Two recent surveys provide an interesting glimpse into current restaurant trends.
According to MillerPulse, a monthly survey conducted jointly by Nation’s Restaurant News and Larry Miller (a restaurant securities analyst), there’s good news and bad news: restaurant traffic is up, but check average is down. On the face of it, this seems more than logical. Consumers are concerned about rising gas prices and the cost of living in general, but they still want to go out, so many of them are monitoring their restaurant spending carefully.
The second survey is more interesting. It was compiled by Ink Foundry, a marketing firm, and commissioned by Napa Technology, makers of the WineStation (a high-tech wine preservation and dispensing system). Ink Foundry surveyed more than 150 sommeliers, wine directors and beverage managers about the current drinking habits of their customers.

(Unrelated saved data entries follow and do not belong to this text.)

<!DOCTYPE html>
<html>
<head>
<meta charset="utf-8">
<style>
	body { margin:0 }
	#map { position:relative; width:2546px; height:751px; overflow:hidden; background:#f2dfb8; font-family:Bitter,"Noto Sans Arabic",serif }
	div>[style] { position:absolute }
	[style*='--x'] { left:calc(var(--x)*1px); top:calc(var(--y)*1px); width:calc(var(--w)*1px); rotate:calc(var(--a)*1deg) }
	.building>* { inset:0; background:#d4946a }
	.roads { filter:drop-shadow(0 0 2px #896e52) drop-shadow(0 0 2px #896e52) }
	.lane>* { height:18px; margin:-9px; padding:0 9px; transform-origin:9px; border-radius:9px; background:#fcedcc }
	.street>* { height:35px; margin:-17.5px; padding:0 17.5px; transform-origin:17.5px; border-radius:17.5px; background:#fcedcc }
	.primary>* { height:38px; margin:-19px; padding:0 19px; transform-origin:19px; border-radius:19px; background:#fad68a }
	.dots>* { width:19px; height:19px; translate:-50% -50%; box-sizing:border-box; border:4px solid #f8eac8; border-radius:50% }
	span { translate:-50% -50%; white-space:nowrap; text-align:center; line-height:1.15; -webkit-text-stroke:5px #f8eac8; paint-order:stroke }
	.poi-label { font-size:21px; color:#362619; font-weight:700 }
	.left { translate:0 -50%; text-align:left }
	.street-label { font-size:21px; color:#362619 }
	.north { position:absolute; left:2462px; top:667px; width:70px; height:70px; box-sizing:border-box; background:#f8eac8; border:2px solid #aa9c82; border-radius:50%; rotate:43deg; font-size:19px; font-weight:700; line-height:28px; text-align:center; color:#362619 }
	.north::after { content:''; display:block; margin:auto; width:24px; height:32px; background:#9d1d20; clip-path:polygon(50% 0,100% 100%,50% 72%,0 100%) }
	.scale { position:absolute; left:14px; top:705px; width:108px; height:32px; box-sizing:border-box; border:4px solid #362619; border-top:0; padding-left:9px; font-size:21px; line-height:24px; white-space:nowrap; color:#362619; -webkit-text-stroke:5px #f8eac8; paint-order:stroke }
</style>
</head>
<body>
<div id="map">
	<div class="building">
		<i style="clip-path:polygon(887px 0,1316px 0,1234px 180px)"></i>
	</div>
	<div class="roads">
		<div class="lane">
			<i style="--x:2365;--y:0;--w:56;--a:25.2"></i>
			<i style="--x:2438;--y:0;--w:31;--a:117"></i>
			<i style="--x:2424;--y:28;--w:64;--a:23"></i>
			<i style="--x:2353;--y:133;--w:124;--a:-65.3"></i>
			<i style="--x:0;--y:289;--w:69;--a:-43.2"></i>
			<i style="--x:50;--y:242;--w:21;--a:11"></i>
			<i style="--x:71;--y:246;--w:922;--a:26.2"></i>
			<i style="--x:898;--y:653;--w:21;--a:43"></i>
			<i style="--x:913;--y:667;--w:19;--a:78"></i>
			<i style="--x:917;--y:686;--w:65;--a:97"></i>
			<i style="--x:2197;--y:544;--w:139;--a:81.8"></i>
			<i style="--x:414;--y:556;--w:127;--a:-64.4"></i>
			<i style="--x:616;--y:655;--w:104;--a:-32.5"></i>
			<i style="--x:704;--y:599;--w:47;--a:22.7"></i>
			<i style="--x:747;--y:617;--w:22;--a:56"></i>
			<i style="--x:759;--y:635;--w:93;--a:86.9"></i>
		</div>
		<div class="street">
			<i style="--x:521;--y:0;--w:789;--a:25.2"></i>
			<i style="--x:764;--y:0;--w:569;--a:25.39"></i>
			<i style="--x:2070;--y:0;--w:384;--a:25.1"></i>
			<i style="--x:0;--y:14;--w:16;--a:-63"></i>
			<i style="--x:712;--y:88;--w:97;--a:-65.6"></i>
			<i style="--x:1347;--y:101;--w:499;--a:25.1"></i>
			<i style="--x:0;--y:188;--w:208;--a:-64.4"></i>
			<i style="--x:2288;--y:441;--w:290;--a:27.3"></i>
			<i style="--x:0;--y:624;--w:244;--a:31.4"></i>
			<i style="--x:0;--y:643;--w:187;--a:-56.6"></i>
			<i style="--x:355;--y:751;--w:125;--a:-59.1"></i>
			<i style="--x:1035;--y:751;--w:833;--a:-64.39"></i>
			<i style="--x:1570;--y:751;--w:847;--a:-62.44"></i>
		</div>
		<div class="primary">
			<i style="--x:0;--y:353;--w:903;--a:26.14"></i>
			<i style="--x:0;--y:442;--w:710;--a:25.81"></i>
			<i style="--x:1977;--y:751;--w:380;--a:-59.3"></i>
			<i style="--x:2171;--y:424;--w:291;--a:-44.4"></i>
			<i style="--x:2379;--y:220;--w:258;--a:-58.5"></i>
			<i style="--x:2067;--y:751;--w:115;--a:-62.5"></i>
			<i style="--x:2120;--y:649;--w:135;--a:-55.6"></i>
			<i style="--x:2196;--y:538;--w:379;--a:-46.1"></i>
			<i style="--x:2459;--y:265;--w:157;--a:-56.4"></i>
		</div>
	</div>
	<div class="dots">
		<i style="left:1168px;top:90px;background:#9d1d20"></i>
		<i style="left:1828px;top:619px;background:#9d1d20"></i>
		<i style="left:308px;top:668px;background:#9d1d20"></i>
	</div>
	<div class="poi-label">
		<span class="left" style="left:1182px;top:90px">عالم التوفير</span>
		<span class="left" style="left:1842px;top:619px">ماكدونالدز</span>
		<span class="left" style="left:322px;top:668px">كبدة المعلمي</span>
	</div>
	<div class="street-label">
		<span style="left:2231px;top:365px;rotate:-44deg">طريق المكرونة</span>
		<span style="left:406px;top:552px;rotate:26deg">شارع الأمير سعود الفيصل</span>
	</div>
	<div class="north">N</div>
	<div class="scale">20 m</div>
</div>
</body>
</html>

Over 90% of them reported that consumers are more knowledgeable and sophisticated than they were four years ago, and demand more variety in wine by the glass programs. This is not surprising, considering the impact of the Internet. Wine drinkers have access to more information, and are less dependent on critics than ever before. Instead, they tend to use interactive websites to obtain opinions on wine from other consumers like themselves.
The other major trend is the willingness of restaurant customers to splurge on a premium glass of wine. Glass sales have increased, mostly at the expense of bottle sales, but 73% of the public said they would be willing to spend more than $20 on a glass of something rare or unusual—provided, of course, that the product has been kept fresh by a system such as WineStation. This allows customers to indulge themselves with a glass of exotic wine without paying for the entire bottle, and thus keep their overall costs under control.
Good news? People in the industry think so, since consumers are less likely to revert to generic wine once they’ve tried something exceptional. When levels of disposable income increase once again, all signs point to another wine boom, but one that will probably be oriented more on quality than on status or labels.